Tuesday 10 December 2019

The Researchers Have Found A Way To Treat Ovarian Cancer

The Researchers Have Found A Way To Treat Ovarian Cancer.
By counting the enumerate of cancer-fighting vaccinated cells inside tumors, scientists mean they may have found a way to predict survival from ovarian cancer. The researchers developed an theoretical method to count these cells, called tumor-infiltrating T lymphocytes (TILs), in women with at daybreak stage and advanced ovarian cancer. "We have developed a standardizable method that should one day be at one's fingertips in the clinic to better inform physicians on the best course of cancer therapy, therefore improving treatment and patient survival," said lead actor researcher Jason Bielas, at the Fred Hutchinson Cancer Research Center, in Seattle.

The check may have broader implications beyond ovarian cancer and be useful with other types of cancer, the observe authors suggested. In their current work with ovarian cancer patients, the researchers "demonstrated that this routine can be used to diagnose T-cells quickly and effectively from a blood sample," said Bielas, an confidant member in human biology and public health sciences. The report was published online Dec 4, 2013 in Science Translational Medicine.

The researchers developed the probe to quantify TILs, identify their frequency and develop a system to determine their ability to clone themselves. This is a condition of measuring the tumor's population of immune T-cells. The test mechanism by collecting genetic information of proteins only found in these cells. "T-cell clones have unique DNA sequences that are comparable to offshoot barcodes on items at the grocery store.

Our technology is comparable to a barcode scanner". The technique, called QuanTILfy, was tested on tumor samples from 30 women with ovarian cancer whose survival ranged from one month to about 10 years. Bielas and colleagues looked at the horde of TILs in the tumors, comparing those numbers to the women's survival. The researchers found that higher TIL levels were linked with better survival.

Sunday 8 December 2019

Scanning The Human Genome Provide Insights Into The Likelihood Of Future Disease

Scanning The Human Genome Provide Insights Into The Likelihood Of Future Disease.
Stephen Quake, a Stanford University professor of bioengineering, now has a very virtuous atmosphere of his own genetic destiny. Quake's DNA was the focal point of the first completely mapped genome of a tonic person aimed at predicting future health risks. The scrutinize was conducted by a team of Stanford researchers and cost about $50,000. The researchers say they can now augur Quake's risk for dozens of diseases and how he might respond to a number of widely used medicines.

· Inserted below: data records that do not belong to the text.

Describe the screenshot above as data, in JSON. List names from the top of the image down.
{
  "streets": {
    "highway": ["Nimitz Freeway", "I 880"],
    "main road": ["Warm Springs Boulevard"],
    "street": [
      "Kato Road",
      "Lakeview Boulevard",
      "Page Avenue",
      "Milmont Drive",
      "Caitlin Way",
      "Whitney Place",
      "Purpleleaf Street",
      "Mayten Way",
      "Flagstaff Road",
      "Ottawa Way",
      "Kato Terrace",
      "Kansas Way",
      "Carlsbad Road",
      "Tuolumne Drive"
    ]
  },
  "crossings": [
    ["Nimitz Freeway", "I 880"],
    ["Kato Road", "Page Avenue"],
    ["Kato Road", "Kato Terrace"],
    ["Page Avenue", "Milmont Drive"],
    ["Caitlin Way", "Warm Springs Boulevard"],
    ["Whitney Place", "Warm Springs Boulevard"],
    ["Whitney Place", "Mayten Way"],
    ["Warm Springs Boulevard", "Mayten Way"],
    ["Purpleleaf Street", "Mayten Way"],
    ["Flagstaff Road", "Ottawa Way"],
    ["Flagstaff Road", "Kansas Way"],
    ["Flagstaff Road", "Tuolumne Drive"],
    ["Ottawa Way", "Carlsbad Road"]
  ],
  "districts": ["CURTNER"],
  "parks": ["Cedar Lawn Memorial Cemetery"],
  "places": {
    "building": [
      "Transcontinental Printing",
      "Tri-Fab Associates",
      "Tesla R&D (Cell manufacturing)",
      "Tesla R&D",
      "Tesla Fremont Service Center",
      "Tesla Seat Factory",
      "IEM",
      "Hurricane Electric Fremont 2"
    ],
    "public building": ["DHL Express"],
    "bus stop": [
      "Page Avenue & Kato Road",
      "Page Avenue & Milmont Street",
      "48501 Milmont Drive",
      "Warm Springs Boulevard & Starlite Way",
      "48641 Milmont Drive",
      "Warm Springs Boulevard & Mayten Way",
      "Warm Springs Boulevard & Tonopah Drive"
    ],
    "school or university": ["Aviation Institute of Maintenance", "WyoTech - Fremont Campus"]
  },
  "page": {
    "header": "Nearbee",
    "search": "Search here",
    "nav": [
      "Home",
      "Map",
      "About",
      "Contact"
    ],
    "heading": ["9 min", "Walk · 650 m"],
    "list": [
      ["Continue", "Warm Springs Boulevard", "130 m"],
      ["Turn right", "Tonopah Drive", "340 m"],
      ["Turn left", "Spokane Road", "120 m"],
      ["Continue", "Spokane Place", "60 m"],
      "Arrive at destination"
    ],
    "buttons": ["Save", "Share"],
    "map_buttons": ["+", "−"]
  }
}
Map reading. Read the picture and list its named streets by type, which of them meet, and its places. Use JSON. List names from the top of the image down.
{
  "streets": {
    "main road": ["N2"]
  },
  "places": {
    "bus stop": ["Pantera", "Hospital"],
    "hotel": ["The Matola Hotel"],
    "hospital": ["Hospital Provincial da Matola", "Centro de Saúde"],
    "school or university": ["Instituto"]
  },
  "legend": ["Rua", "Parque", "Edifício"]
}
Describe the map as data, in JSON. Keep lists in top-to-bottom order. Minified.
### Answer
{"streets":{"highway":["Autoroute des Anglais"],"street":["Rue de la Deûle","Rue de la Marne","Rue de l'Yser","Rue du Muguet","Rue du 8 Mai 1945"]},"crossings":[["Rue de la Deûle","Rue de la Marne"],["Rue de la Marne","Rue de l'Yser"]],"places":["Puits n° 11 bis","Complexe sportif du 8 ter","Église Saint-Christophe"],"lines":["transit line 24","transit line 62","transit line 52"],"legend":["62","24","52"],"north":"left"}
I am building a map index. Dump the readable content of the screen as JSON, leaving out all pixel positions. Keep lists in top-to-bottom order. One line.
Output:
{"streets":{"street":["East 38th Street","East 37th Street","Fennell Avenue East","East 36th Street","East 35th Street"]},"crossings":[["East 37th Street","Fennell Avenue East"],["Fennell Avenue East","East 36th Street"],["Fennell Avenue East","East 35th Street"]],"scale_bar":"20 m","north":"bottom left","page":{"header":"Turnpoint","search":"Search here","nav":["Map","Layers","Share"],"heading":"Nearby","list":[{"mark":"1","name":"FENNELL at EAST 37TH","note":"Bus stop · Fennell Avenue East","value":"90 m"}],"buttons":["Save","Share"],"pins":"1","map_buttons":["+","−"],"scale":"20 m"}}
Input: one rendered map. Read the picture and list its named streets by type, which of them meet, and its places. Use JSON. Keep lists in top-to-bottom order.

This breed of individualized risk report could become common within the next decade and may become much cheaper, according to the Stanford team. "The $1000 genome evaluation is coming fast. The challenge lies in knowing what to do with all that information. We've focused on establishing priorities that will be most kind when a patient and a physician are sitting together looking at the computer screen," Euan Ashley, an helpmate professor of medicine, said in a university news release.

Those priorities count assessing how a person's activity levels, weight, diet and other lifestyle habits pool with his or her genetic risk for, or protection against, health problems such as diabetes or ticker attack. It's also important to determine if a certain medication is likely to benefit the patient or cause detrimental side effects.

"We're at the dawn of a new age in genomics. Information like this will enable doctors to transfer personalized health care like never before. Patients at risk for certain diseases will be able to welcome closer monitoring and more frequent testing, while those who are at lower risk will be spared unnecessary tests. This will have consequential economic benefits as well, because it improves the efficiency of medicine".